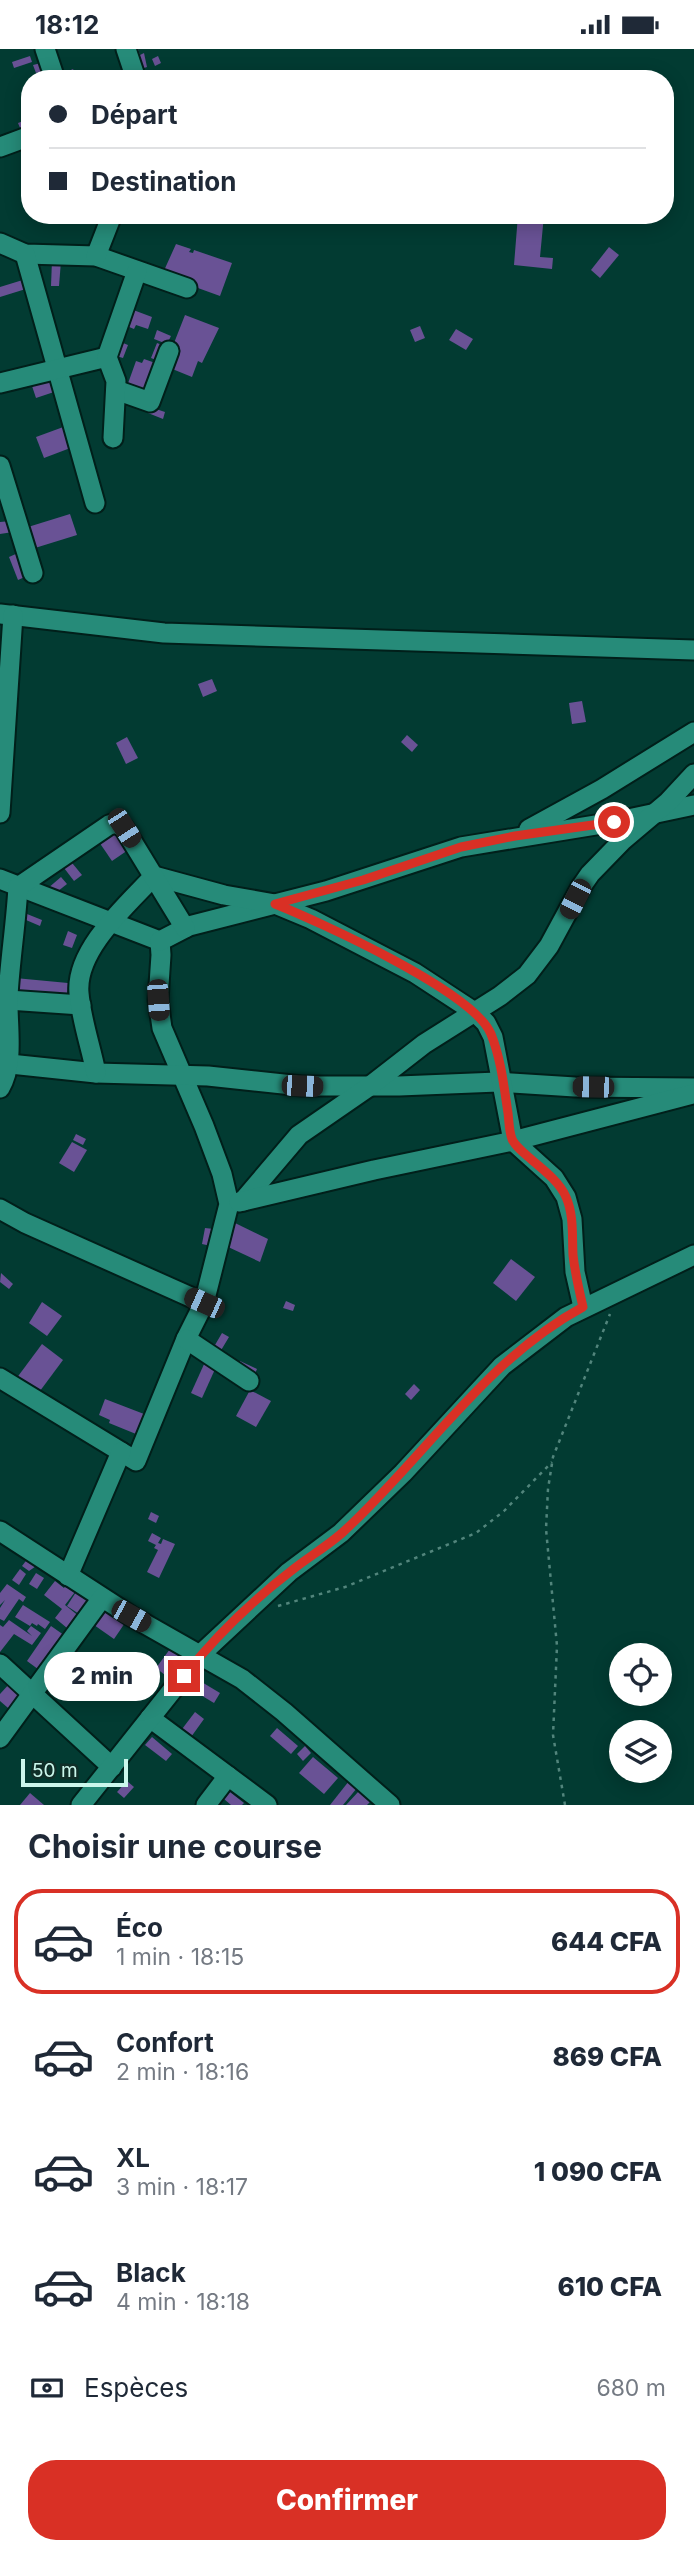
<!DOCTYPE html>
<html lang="fr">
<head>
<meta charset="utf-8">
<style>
	:root { --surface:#fff; --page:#f6f6f7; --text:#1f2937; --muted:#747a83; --line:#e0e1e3; --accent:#d93025 }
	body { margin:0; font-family:Inter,sans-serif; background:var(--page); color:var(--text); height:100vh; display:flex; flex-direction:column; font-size:26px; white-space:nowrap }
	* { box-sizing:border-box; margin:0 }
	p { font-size:23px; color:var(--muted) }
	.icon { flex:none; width:38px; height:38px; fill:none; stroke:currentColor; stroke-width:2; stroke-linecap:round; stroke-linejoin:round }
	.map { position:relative; height:1756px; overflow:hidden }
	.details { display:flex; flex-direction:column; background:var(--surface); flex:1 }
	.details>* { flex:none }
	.guide { position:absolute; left:21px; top:21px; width:653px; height:154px; border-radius:28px; box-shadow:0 4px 18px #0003; display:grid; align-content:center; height:154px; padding:0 28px; background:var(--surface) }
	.buttons { position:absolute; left:609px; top:1594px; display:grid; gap:14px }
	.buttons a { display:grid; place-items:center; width:63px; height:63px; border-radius:50%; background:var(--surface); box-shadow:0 4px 18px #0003; font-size:35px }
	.scale { position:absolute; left:21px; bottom:18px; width:107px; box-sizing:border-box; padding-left:7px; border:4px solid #cbf7ec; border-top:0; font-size:19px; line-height:24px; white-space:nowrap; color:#cbf7ec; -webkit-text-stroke:5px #102e28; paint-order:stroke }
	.end { position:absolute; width:32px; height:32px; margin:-16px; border:9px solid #d93025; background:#fff; box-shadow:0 0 0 4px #fff }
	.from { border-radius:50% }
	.bubble { position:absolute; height:49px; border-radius:24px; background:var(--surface); box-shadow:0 4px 18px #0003; font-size:23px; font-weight:800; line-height:49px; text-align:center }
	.car { position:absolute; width:21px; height:42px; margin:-21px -10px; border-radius:9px; box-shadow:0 0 5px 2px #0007; background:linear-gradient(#222 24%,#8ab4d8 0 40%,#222 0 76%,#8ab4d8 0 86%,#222 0) }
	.guide b { display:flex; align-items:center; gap:24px; height:66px; font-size:26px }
	.guide b+b { border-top:2px solid var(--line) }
	.guide i { width:18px; height:18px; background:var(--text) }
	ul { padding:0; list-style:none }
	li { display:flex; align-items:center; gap:21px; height:105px; margin:0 14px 10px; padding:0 14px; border:4px solid transparent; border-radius:28px }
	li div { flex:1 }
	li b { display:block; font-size:26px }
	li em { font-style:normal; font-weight:800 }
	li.active { border-color:var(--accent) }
	li>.icon { width:63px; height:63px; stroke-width:1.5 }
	h2 { padding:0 28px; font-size:32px; line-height:84px }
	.pay { display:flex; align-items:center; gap:18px; height:77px; padding:0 28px; font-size:26px }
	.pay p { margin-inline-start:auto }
	.cta { display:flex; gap:14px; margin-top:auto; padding:14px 28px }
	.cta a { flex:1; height:80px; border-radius:28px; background:var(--accent); color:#fff; font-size:28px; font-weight:800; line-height:80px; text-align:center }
	.status { display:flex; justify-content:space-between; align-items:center; height:49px; padding:0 35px; background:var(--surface); direction:ltr }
	.status svg { height:19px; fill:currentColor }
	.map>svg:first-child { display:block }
	.building { fill:#695295 }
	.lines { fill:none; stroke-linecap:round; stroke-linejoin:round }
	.minor-casing { stroke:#011f1a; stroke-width:23 }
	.path { stroke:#52857c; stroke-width:2.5; stroke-dasharray:3.5 5; stroke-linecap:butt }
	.minor { stroke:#268b79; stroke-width:19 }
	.route { stroke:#d93025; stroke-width:9 }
</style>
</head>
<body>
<div class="status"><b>18:12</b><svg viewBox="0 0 49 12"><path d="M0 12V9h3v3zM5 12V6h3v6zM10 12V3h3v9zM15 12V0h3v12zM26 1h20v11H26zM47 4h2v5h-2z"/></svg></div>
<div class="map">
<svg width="694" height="1756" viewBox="0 0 694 1756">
	<rect width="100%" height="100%" fill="#023b32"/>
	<g class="building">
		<polygon points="132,0 138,0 140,6 144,4 147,18 138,21"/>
		<polygon points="30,7 32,13 14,19 12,13"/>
		<polygon points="158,7 161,14 155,17 152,10"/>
		<polygon points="41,14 44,22 36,24 33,16"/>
		<polygon points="73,20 78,30 62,30 60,26"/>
		<polygon points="26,71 29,81 22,84 18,74"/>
		<polygon points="518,166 544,166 540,208 553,209 552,220 514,216"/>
		<polygon points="176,195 191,200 189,203 193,204 194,201 232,214 220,247 162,226"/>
		<polygon points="609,198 619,206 600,229 591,221"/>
		<polygon points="52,211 61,212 59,237 51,237"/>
		<polygon points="26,230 29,239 0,248 0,238"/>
		<polygon points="128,259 152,268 148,280 136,276 134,280 122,275"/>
		<polygon points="185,266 219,279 202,314 198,312 192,328 165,317"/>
		<polygon points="420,277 425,289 415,293 410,281"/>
		<polygon points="456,280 473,290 466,301 449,291"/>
		<polygon points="157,281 171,287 167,295 154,290"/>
		<polygon points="118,292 128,296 123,309 113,306"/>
		<polygon points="157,294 167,298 161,313 151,309"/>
		<polygon points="144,310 161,316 149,349 126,340 136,312 142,314"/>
		<polygon points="52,327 57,342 36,349 31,334"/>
		<polygon points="150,358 165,363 163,370 148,364"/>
		<polygon points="66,377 73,398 44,409 36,388"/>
		<polygon points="70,465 77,486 35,499 28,478"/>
		<polygon points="11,472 13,483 0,485 0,473"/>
		<polygon points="18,504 27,527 18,531 9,508"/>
		<polygon points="212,630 217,642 203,648 198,635"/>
		<polygon points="582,652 586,673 572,675 569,654"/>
		<polygon points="407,686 418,696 412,703 401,693"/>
		<polygon points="127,688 138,709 126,715 116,694"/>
		<polygon points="117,779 131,799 112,812 97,790"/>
		<polygon points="68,809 82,826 74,832 61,815"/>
		<polygon points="61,828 67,835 53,846 47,840"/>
		<polygon points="22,863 42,871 40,877 19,868"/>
		<polygon points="68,882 77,886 72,899 63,896"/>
		<polygon points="15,929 68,934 66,955 13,950"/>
		<polygon points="76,1085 86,1090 83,1096 73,1091"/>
		<polygon points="72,1093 87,1101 74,1123 59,1114"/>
		<polygon points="235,1174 268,1190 260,1213 226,1197"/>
		<polygon points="205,1179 214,1180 211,1197 202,1195"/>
		<polygon points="511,1210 535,1228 516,1252 493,1234"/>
		<polygon points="1,1224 13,1235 9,1240 0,1233"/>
		<polygon points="286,1252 295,1256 293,1262 283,1259"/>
		<polygon points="42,1253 62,1267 47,1287 29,1274"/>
		<polygon points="192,1282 215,1296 222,1284 229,1288 217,1308"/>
		<polygon points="42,1295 63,1311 37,1346 16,1330"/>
		<polygon points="240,1312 257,1320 253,1329 235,1320"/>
		<polygon points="205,1313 216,1318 202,1349 191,1344"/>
		<polygon points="414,1335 420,1341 411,1351 405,1345"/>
		<polygon points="250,1341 271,1352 256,1378 236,1367"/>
		<polygon points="105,1350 144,1365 136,1385 109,1374 110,1371 99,1366"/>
		<polygon points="151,1463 159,1467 156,1474 148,1470"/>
		<polygon points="152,1484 161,1489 158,1494 161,1495 163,1490 175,1495 159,1529 147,1523 158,1501 154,1499 156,1496 148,1492"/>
		<polygon points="29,1508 39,1515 29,1522 22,1517"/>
		<polygon points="20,1520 26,1525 19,1536 12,1531"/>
		<polygon points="36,1524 44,1529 37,1540 29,1535"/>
		<polygon points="55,1532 64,1539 69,1532 78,1539 65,1556 85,1572 78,1580 71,1574 67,1579 55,1569 62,1560 44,1546"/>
		<polygon points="7,1535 26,1548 23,1553 19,1550 4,1572 0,1570 0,1559 5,1551 0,1556 0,1544"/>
		<polygon points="78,1540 96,1552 85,1569 67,1557"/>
		<polygon points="23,1556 50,1573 45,1580 38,1575 37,1577 32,1574 30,1577 15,1568"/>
		<polygon points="107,1557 127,1571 114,1590 94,1576"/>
		<polygon points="9,1571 32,1587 27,1582 31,1577 41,1584 32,1596 14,1585 0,1603 0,1576 3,1578"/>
		<polygon points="51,1577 71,1591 46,1626 27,1612"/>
		<polygon points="170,1600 188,1615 174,1633 156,1619"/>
		<polygon points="126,1611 134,1616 137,1612 141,1615 123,1639 105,1625 111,1617 118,1622"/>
		<polygon points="200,1632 220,1644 214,1654 194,1642"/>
		<polygon points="11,1633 29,1649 15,1665 0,1652 0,1645"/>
		<polygon points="195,1663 204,1670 186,1695 176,1688"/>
		<polygon points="277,1679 298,1697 291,1705 270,1687"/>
		<polygon points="152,1688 172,1705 166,1712 145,1696"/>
		<polygon points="305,1697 311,1704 303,1712 297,1705"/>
		<polygon points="313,1708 338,1729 324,1745 299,1724"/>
		<polygon points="127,1732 134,1738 124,1749 117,1743"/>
		<polygon points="349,1732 357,1739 343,1756 330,1756"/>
		<polygon points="359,1742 371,1752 367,1756 346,1756"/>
		<polygon points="230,1743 244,1754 242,1756 231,1756 224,1750"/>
		<polygon points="30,1744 44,1756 20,1756"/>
	</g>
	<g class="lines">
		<g class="minor-casing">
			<g id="minor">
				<polyline points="45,0 55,30"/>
				<polyline points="126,0 136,30"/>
				<polyline points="0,98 30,87"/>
				<polyline points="0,194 25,205 96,207 187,239"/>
				<polyline points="25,205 95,454"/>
				<polyline points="96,207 112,166"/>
				<polyline points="0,334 107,308"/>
				<polyline points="116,341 150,353 169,302"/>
				<polyline points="113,389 116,332 107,308 137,222"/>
				<polyline points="0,417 33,524"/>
				<polyline points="0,565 164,584 694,601"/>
				<polyline points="0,764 13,566"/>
				<polyline points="529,780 602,740 694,683"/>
				<polyline points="0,830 160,892 161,906 158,951 162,979 204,1077 222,1125 229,1155 204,1254 186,1290 136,1412 0,1329"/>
				<polyline points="160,892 189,877 326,842 461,798 614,773 694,756"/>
				<polyline points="8,951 81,956"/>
				<polyline points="0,1014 96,1024 208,1027 302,1037 399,1037 498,1033 575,1038 694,1039"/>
				<path d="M96 1024C91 998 81 970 79 944 75 901 127 856 154 827L224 846 275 855 311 870 415 924 476 964 486 974 493 988 513 1092 554 1129 566 1148 572 1170 575 1223 583 1258"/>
				<path d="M0 1039C15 1013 7 976 8 947 10 911 16 874 18 838L109 776 116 774 124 779 185 879"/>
				<polyline points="243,1152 299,1086 370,1037 424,995 500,947 527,926 549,897 581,838 590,825 623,791 668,753 694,725"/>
				<polyline points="239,1153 374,1121 513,1092 693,1045"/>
				<polyline points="0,1160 25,1174 204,1254"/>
				<polyline points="186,1290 249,1332"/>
				<polyline points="0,1482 131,1567 242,1630 284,1663 390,1756"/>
				<polyline points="68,1527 121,1403"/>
				<polyline points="0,1615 112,1718"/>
				<polyline points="150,1669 267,1756"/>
				<polyline points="0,1689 102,1549"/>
				<polyline points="81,1756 201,1605 289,1523 341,1484 403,1424 502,1317 566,1268 694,1206"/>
				<polyline points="206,1756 228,1727"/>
			</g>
		</g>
		<g class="path">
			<polyline points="278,1557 345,1538 476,1484 504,1462 552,1413"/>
			<polyline points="565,1756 553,1686 557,1597 546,1480 548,1440 553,1408 610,1265"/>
		</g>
		<use href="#minor" class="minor"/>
	</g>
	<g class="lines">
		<path class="route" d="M184 1627C214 1589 252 1552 291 1522 307 1509 326 1498 342 1484 423 1410 485 1311 583 1258 579 1241 575 1224 573 1206 572 1187 574 1166 566 1148 556 1124 518 1105 512 1090 509 1082 509 1072 508 1064 504 1038 501 1010 491 985 474 943 320 873 275 855L363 831 461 798 515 787 614 773"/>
	</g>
</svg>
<div class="buttons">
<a><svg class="icon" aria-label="locate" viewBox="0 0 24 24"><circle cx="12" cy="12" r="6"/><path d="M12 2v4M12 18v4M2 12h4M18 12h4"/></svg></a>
<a><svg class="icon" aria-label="layers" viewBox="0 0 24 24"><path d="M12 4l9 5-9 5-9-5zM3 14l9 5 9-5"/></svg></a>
</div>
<div class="scale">50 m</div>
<i class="end from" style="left:614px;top:773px"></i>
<i class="end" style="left:184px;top:1627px"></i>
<div class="bubble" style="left:44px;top:1603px;width:116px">2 min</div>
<i class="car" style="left:124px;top:779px;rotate:147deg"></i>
<i class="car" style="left:575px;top:850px;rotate:207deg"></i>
<i class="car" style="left:158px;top:951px;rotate:176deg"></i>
<i class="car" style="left:302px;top:1037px;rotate:92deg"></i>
<i class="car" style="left:593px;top:1038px;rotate:271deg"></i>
<i class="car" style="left:204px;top:1254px;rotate:294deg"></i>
<i class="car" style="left:131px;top:1567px;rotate:119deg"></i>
<div class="guide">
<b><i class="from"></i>Départ</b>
<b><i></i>Destination</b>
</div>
</div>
<section class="details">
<h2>Choisir une course</h2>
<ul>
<li class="active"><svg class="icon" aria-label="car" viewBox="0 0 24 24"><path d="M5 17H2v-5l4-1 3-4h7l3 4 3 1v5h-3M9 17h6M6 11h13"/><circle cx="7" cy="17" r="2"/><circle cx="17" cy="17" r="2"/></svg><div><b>Éco</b><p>1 min · 18:15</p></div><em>644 CFA</em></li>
<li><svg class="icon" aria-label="car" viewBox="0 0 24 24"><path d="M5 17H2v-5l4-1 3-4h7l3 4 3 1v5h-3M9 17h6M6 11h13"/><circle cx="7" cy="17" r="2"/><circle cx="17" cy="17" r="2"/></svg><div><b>Confort</b><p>2 min · 18:16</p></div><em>869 CFA</em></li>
<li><svg class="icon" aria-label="car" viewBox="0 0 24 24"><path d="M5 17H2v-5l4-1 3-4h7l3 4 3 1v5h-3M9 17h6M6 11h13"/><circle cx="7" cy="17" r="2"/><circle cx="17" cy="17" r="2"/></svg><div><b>XL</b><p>3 min · 18:17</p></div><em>1 090 CFA</em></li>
<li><svg class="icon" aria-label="car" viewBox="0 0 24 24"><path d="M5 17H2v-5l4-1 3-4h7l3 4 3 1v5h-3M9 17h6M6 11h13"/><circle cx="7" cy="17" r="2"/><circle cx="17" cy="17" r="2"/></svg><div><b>Black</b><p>4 min · 18:18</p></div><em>610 CFA</em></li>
</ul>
<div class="pay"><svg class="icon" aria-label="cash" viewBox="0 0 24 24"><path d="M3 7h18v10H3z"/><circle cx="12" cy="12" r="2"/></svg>Espèces<p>680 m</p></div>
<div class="cta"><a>Confirmer</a></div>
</section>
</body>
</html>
━━━━
*TASK DESCRIPTION*
Whenever the word "absolute" shows up in a line of the entries, copy that line.

*WRITTEN ANSWER*
	.guide { position:absolute; left:21px; top:21px; width:653px; height:154px; border-radius:28px; box-shadow:0 4px 18px #0003; display:grid; align-content:center; height:154px; padding:0 28px; background:var(--surface) }
	.buttons { position:absolute; left:609px; top:1594px; display:grid; gap:14px }
	.scale { position:absolute; left:21px; bottom:18px; width:107px; box-sizing:border-box; padding-left:7px; border:4px solid #cbf7ec; border-top:0; font-size:19px; line-height:24px; white-space:nowrap; color:#cbf7ec; -webkit-text-stroke:5px #102e28; paint-order:stroke }
	.end { position:absolute; width:32px; height:32px; margin:-16px; border:9px solid #d93025; background:#fff; box-shadow:0 0 0 4px #fff }
	.bubble { position:absolute; height:49px; border-radius:24px; background:var(--surface); box-shadow:0 4px 18px #0003; font-size:23px; font-weight:800; line-height:49px; text-align:center }
	.car { position:absolute; width:21px; height:42px; margin:-21px -10px; border-radius:9px; box-shadow:0 0 5px 2px #0007; background:linear-gradient(#222 24%,#8ab4d8 0 40%,#222 0 76%,#8ab4d8 0 86%,#222 0) }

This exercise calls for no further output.